== TASK INSTRUCTIONS ==
Nothing but the lines from the start of the records below through the line that has "M 400,0 L 424,0 L 423,5 Z" should appear, each exactly as given.

(Dataset records)
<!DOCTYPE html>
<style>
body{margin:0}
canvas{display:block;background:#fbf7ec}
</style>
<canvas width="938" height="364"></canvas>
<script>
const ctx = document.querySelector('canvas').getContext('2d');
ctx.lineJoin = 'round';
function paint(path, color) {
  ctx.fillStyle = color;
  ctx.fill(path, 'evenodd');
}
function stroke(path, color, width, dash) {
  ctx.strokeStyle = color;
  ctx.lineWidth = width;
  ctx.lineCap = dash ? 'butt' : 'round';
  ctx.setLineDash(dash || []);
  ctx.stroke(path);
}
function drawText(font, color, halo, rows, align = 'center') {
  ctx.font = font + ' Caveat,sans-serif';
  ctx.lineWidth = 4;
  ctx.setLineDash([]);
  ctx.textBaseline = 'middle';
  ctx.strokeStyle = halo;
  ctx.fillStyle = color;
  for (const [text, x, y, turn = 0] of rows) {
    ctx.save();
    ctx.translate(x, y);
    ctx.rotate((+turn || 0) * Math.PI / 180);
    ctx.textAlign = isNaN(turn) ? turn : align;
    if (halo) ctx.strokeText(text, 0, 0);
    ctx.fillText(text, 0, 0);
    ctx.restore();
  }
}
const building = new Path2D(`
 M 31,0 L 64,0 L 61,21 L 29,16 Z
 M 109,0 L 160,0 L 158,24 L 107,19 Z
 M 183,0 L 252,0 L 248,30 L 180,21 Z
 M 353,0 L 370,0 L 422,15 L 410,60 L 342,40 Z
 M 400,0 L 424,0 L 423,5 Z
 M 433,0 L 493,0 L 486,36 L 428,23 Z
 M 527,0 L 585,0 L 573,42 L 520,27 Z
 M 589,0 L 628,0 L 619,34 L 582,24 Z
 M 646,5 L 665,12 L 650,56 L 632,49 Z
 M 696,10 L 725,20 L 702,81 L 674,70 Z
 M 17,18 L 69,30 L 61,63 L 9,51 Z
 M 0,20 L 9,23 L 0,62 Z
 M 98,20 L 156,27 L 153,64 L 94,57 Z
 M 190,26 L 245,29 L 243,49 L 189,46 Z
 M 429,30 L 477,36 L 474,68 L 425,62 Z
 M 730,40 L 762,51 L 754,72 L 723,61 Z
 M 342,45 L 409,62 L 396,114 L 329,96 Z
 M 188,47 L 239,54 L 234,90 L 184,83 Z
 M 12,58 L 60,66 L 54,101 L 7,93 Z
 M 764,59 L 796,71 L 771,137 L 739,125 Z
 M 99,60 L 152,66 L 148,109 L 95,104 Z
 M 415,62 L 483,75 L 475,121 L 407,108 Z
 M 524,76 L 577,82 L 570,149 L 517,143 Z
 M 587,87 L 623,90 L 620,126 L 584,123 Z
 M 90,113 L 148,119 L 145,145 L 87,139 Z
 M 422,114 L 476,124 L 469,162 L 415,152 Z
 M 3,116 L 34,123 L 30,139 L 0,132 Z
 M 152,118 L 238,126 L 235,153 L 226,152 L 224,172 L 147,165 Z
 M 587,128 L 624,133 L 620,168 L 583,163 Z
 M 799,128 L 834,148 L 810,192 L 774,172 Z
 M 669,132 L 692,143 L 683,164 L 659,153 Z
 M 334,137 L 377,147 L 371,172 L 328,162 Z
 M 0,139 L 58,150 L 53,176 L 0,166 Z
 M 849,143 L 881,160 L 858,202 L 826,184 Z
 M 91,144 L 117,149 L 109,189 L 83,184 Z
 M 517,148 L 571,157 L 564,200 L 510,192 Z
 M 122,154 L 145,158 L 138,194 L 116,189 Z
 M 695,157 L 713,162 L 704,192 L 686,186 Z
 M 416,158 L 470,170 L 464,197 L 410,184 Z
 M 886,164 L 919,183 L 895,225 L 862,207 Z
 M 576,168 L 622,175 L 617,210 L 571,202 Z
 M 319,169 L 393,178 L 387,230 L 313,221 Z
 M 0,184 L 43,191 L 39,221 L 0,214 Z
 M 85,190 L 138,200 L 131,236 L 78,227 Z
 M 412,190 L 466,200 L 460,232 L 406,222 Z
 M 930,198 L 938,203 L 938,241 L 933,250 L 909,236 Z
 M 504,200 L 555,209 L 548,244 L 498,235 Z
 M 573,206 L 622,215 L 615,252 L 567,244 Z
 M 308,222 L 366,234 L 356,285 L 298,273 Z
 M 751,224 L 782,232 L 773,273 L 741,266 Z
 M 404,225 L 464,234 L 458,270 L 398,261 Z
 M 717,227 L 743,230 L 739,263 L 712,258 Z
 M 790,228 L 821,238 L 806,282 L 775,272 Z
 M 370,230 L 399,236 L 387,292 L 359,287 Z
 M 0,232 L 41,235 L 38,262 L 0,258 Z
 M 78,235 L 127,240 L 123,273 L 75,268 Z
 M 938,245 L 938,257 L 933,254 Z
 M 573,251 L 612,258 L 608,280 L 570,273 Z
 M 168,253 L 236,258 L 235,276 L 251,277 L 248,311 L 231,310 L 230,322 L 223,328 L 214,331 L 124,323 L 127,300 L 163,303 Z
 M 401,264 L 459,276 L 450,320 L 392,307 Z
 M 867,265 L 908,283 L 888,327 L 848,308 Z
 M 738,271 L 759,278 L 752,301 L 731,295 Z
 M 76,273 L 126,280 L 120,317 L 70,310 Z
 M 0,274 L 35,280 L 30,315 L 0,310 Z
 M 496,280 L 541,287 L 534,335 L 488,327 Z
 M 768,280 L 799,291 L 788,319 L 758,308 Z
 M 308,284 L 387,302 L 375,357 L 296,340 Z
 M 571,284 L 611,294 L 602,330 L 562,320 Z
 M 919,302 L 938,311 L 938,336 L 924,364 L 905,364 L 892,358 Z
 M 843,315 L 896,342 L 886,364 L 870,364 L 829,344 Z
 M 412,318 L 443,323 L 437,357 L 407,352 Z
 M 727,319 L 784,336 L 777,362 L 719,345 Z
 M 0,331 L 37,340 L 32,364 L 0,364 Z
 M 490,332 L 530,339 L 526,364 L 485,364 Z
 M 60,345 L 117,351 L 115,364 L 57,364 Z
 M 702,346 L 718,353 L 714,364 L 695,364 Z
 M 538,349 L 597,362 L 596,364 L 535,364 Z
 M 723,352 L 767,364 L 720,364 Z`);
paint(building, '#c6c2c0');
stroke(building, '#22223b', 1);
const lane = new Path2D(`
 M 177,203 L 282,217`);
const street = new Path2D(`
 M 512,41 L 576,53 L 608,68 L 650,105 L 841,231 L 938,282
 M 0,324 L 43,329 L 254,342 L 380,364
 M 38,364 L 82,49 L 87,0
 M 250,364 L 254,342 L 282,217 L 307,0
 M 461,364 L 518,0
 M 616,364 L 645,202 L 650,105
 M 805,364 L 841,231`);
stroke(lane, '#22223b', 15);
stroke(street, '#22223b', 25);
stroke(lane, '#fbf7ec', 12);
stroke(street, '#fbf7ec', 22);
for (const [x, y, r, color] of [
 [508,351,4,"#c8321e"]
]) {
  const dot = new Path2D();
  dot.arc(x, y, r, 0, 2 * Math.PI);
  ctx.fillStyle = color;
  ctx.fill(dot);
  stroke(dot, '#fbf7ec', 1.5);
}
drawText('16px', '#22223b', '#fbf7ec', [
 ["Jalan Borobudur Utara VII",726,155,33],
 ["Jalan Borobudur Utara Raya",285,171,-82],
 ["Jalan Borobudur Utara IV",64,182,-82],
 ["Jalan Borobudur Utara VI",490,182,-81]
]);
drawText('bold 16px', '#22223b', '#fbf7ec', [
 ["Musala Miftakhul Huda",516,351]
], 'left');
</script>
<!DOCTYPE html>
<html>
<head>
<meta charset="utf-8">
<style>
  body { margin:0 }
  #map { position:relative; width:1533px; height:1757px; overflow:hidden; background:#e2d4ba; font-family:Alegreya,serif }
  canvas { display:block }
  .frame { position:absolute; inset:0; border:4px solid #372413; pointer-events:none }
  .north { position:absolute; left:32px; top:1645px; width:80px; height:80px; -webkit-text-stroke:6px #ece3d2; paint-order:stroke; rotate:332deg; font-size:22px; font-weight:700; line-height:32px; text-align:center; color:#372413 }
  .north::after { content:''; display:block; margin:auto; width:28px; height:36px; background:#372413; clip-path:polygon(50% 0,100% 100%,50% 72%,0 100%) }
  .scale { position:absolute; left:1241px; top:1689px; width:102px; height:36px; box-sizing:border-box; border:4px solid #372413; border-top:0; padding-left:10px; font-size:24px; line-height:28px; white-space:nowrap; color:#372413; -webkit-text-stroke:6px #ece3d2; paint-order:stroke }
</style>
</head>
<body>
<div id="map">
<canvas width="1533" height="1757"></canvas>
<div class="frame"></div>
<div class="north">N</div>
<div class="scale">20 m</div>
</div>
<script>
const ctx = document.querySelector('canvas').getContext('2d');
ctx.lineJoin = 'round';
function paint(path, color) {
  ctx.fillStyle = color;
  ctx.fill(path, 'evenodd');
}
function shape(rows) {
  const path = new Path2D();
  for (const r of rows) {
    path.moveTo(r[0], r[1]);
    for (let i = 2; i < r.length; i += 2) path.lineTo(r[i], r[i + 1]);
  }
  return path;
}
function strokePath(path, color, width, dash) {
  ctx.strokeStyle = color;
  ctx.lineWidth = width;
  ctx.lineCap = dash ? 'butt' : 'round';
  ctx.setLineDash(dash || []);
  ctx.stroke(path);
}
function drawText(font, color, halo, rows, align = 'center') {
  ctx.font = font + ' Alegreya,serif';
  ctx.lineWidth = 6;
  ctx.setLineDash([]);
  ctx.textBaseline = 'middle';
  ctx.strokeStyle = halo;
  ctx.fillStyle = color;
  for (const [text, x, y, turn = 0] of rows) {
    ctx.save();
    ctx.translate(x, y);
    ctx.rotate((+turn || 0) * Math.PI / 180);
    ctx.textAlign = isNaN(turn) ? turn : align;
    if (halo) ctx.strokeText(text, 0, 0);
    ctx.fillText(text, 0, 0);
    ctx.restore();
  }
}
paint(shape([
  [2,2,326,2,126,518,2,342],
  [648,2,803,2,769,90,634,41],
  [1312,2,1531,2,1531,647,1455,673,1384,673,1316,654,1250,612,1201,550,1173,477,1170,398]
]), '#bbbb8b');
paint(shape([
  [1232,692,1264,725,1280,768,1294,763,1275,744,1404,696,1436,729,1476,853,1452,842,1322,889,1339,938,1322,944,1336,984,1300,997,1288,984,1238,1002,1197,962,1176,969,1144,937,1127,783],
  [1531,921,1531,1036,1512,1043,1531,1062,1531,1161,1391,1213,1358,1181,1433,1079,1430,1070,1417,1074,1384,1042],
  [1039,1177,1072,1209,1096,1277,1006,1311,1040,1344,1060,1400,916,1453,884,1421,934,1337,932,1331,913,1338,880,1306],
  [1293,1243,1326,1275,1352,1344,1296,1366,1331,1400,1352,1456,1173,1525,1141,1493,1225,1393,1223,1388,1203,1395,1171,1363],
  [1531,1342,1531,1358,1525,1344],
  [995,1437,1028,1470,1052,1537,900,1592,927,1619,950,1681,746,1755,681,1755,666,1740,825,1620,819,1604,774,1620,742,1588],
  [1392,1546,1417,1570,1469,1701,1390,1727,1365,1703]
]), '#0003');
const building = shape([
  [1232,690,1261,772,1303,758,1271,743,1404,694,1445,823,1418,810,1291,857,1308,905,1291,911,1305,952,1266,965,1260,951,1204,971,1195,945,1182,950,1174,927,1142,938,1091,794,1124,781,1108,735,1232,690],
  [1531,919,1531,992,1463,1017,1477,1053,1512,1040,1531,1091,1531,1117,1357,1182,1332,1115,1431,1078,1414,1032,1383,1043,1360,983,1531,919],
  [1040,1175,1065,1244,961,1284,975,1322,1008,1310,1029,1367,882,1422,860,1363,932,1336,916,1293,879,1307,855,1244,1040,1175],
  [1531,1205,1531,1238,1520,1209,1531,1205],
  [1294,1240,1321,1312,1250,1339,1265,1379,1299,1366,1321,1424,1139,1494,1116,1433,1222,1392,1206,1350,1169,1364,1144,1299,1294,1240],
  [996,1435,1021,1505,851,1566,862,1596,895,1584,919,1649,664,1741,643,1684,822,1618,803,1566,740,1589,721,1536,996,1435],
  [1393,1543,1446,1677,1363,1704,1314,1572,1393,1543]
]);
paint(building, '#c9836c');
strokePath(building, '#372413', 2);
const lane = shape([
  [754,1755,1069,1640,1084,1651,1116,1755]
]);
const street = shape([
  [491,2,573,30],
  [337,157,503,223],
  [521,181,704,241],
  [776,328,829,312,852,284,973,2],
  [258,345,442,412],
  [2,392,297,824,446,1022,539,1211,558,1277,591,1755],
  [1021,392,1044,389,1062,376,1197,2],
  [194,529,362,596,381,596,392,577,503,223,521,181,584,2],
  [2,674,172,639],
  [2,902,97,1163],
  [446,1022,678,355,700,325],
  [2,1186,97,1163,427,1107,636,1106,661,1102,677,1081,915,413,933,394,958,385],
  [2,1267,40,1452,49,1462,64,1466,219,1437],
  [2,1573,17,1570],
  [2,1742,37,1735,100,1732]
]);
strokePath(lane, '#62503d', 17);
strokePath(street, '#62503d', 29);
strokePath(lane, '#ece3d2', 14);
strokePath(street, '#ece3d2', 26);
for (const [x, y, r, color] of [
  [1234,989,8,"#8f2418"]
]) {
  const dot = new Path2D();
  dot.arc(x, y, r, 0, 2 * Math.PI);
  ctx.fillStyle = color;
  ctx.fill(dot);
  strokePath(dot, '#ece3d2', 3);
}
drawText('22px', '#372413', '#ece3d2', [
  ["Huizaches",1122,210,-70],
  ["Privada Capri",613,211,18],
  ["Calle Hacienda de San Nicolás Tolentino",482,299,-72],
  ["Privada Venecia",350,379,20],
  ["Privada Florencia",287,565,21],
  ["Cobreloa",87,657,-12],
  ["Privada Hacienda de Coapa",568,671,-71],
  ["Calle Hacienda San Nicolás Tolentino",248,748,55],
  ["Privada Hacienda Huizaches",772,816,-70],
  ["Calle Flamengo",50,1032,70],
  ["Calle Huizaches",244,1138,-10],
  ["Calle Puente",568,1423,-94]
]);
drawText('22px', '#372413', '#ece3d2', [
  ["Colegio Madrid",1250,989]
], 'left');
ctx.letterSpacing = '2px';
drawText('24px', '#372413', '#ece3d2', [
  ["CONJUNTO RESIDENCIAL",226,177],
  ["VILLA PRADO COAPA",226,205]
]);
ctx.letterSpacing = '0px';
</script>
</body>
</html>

== YOUR RESPONSE ==
<!DOCTYPE html>
<style>
body{margin:0}
canvas{display:block;background:#fbf7ec}
</style>
<canvas width="938" height="364"></canvas>
<script>
const ctx = document.querySelector('canvas').getContext('2d');
ctx.lineJoin = 'round';
function paint(path, color) {
  ctx.fillStyle = color;
  ctx.fill(path, 'evenodd');
}
function stroke(path, color, width, dash) {
  ctx.strokeStyle = color;
  ctx.lineWidth = width;
  ctx.lineCap = dash ? 'butt' : 'round';
  ctx.setLineDash(dash || []);
  ctx.stroke(path);
}
function drawText(font, color, halo, rows, align = 'center') {
  ctx.font = font + ' Caveat,sans-serif';
  ctx.lineWidth = 4;
  ctx.setLineDash([]);
  ctx.textBaseline = 'middle';
  ctx.strokeStyle = halo;
  ctx.fillStyle = color;
  for (const [text, x, y, turn = 0] of rows) {
    ctx.save();
    ctx.translate(x, y);
    ctx.rotate((+turn || 0) * Math.PI / 180);
    ctx.textAlign = isNaN(turn) ? turn : align;
    if (halo) ctx.strokeText(text, 0, 0);
    ctx.fillText(text, 0, 0);
    ctx.restore();
  }
}
const building = new Path2D(`
 M 31,0 L 64,0 L 61,21 L 29,16 Z
 M 109,0 L 160,0 L 158,24 L 107,19 Z
 M 183,0 L 252,0 L 248,30 L 180,21 Z
 M 353,0 L 370,0 L 422,15 L 410,60 L 342,40 Z
 M 400,0 L 424,0 L 423,5 Z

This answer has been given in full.